What this task involves – Transcription, pictures excluded: write out the data below exactly.

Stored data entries
= Beginning of Section =

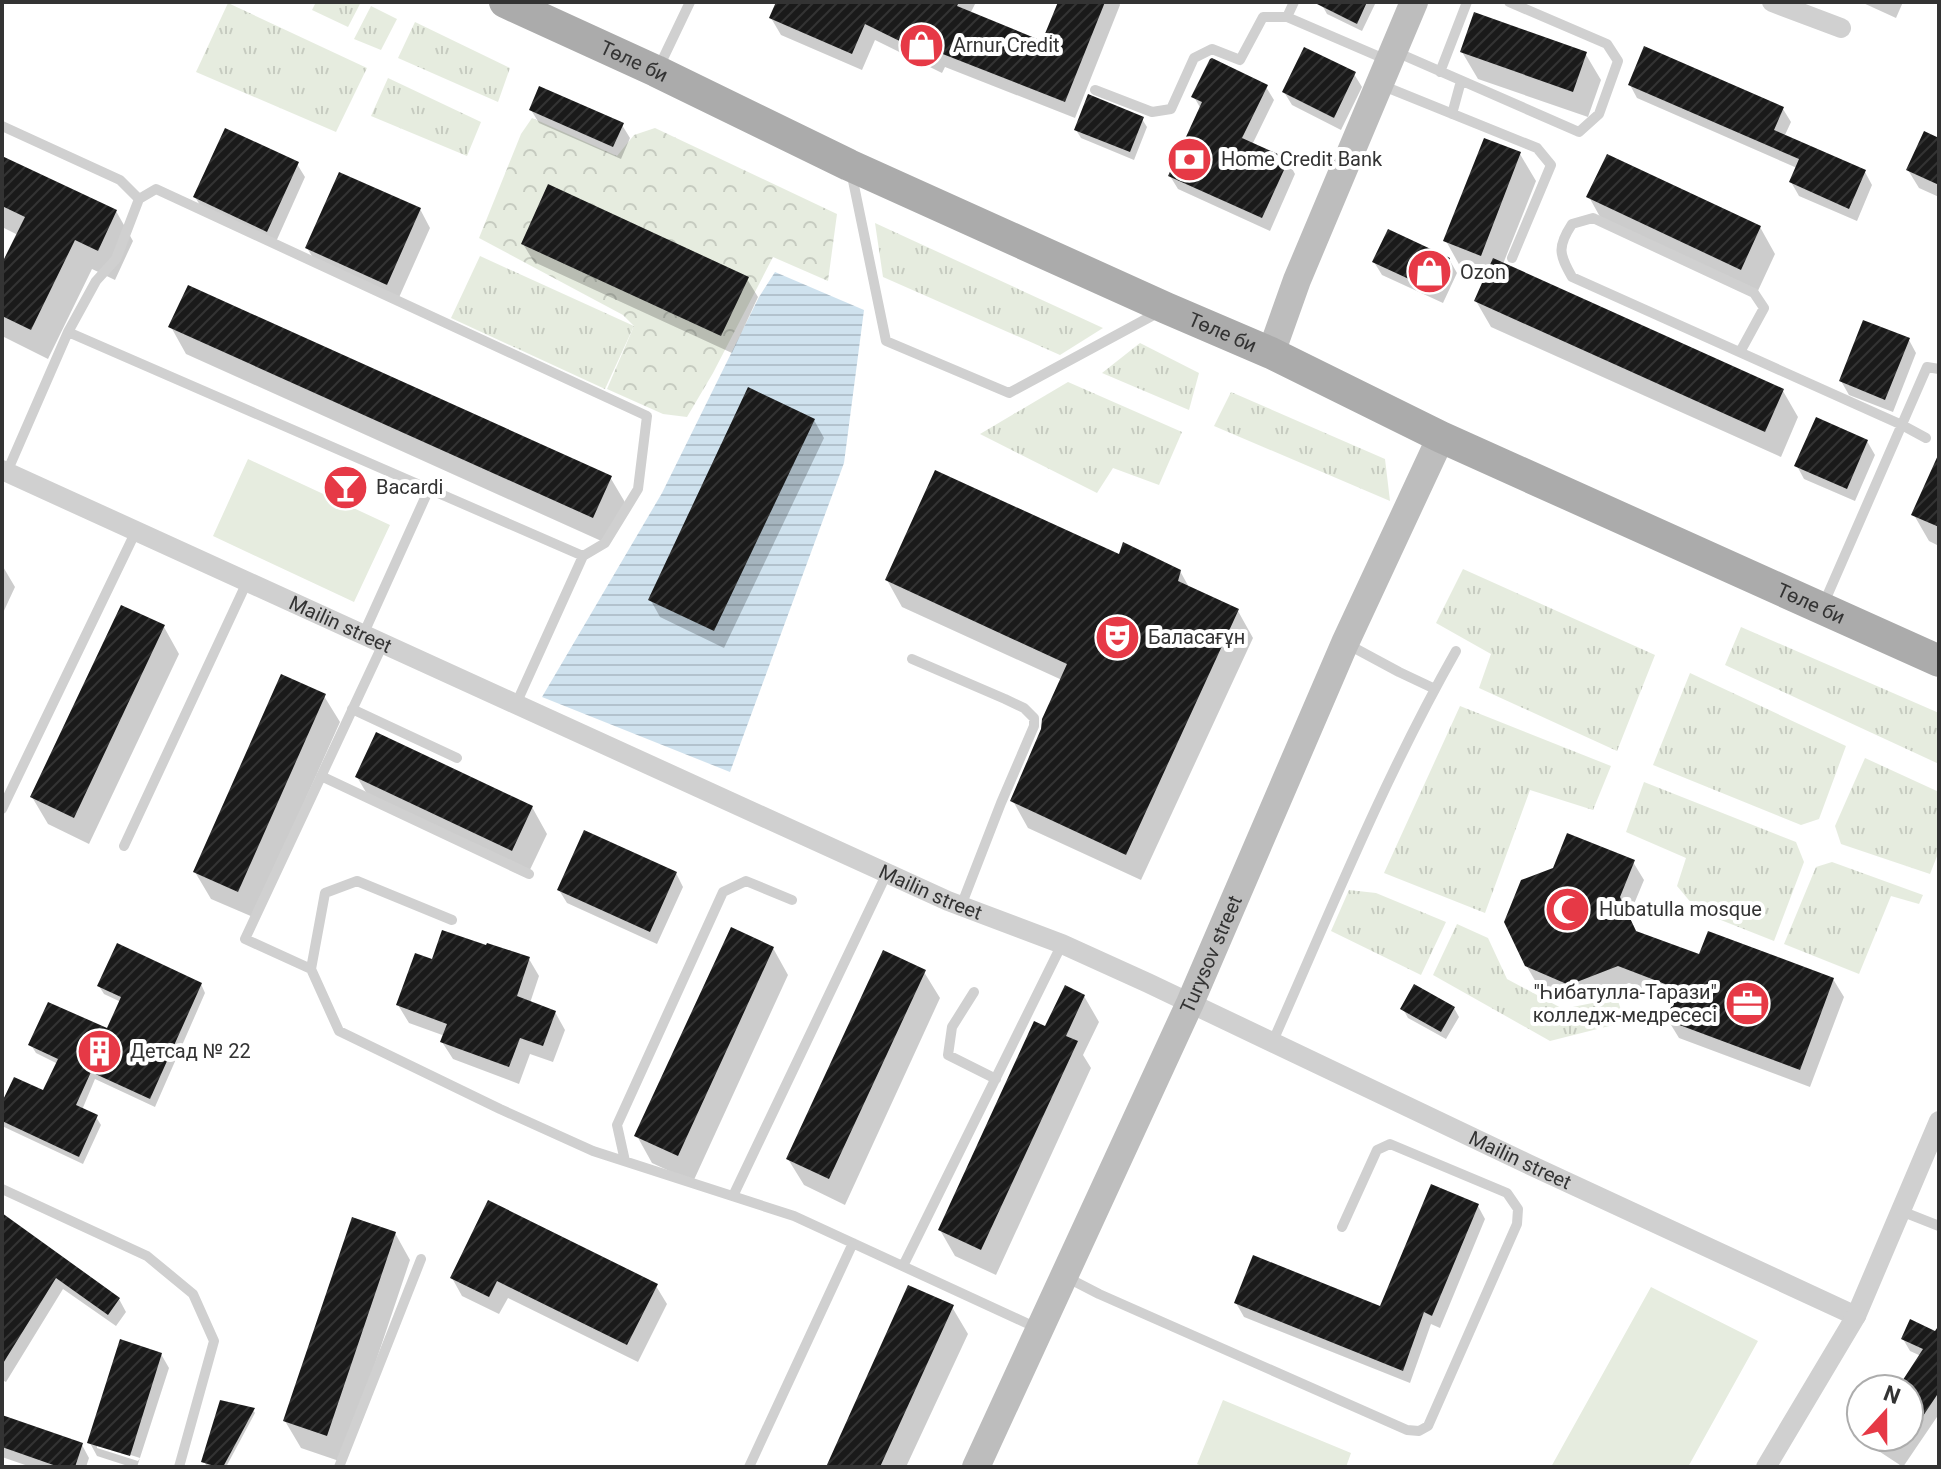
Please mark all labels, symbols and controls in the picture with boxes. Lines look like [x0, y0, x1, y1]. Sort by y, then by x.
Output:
shop icon: Arnur Credit [898, 21, 946, 69]
place label: Arnur Credit [953, 33, 1060, 57]
street label: Төле би [596, 35, 672, 87]
bank icon: Home Credit Bank [1166, 135, 1214, 183]
place label: Home Credit Bank [1221, 147, 1383, 171]
shop icon: Ozon [1405, 248, 1453, 296]
place label: Ozon [1460, 260, 1506, 284]
street label: Төле би [1185, 307, 1260, 357]
bar icon: Bacardi [321, 463, 369, 511]
place label: Bacardi [376, 475, 443, 499]
street label: Төле би [1773, 578, 1849, 629]
street label: Mailin street [285, 590, 396, 658]
theatre icon: Баласағұн [1093, 613, 1141, 661]
place label: Баласағұн [1148, 625, 1245, 649]
street label: Mailin street [875, 859, 986, 925]
mosque icon: Hubatulla mosque [1544, 885, 1592, 933]
street label: Turysov street [1175, 892, 1247, 1017]
place label: Hubatulla mosque [1599, 897, 1762, 921]
place label: "Һибатулла-Тарази" колледж-медресесі [1533, 980, 1717, 1027]
office icon: "Һибатулла-Тарази" колледж-медресесі [1724, 980, 1772, 1028]
building icon: Детсад № 22 [75, 1027, 123, 1075]
place label: Детсад № 22 [130, 1039, 251, 1063]
street label: Mailin street [1465, 1126, 1575, 1194]
north arrow [1845, 1373, 1925, 1453]
text: N [1880, 1380, 1904, 1409]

= End of Section =

Finished exercise –
Please mark all labels, symbols and controls in the picture with boxes. Lines look like [x0, y0, x1, y1]. Sort by y, then by x.
Output:
shop icon: Arnur Credit [898, 21, 946, 69]
place label: Arnur Credit [953, 33, 1060, 57]
street label: Төле би [596, 35, 672, 87]
bank icon: Home Credit Bank [1166, 135, 1214, 183]
place label: Home Credit Bank [1221, 147, 1383, 171]
shop icon: Ozon [1405, 248, 1453, 296]
place label: Ozon [1460, 260, 1506, 284]
street label: Төле би [1185, 307, 1260, 357]
bar icon: Bacardi [321, 463, 369, 511]
place label: Bacardi [376, 475, 443, 499]
street label: Төле би [1773, 578, 1849, 629]
street label: Mailin street [285, 590, 396, 658]
theatre icon: Баласағұн [1093, 613, 1141, 661]
place label: Баласағұн [1148, 625, 1245, 649]
street label: Mailin street [875, 859, 986, 925]
mosque icon: Hubatulla mosque [1544, 885, 1592, 933]
street label: Turysov street [1175, 892, 1247, 1017]
place label: Hubatulla mosque [1599, 897, 1762, 921]
place label: "Һибатулла-Тарази" колледж-медресесі [1533, 980, 1717, 1027]
office icon: "Һибатулла-Тарази" колледж-медресесі [1724, 980, 1772, 1028]
building icon: Детсад № 22 [75, 1027, 123, 1075]
place label: Детсад № 22 [130, 1039, 251, 1063]
street label: Mailin street [1465, 1126, 1575, 1194]
north arrow [1845, 1373, 1925, 1453]
text: N [1880, 1380, 1904, 1409]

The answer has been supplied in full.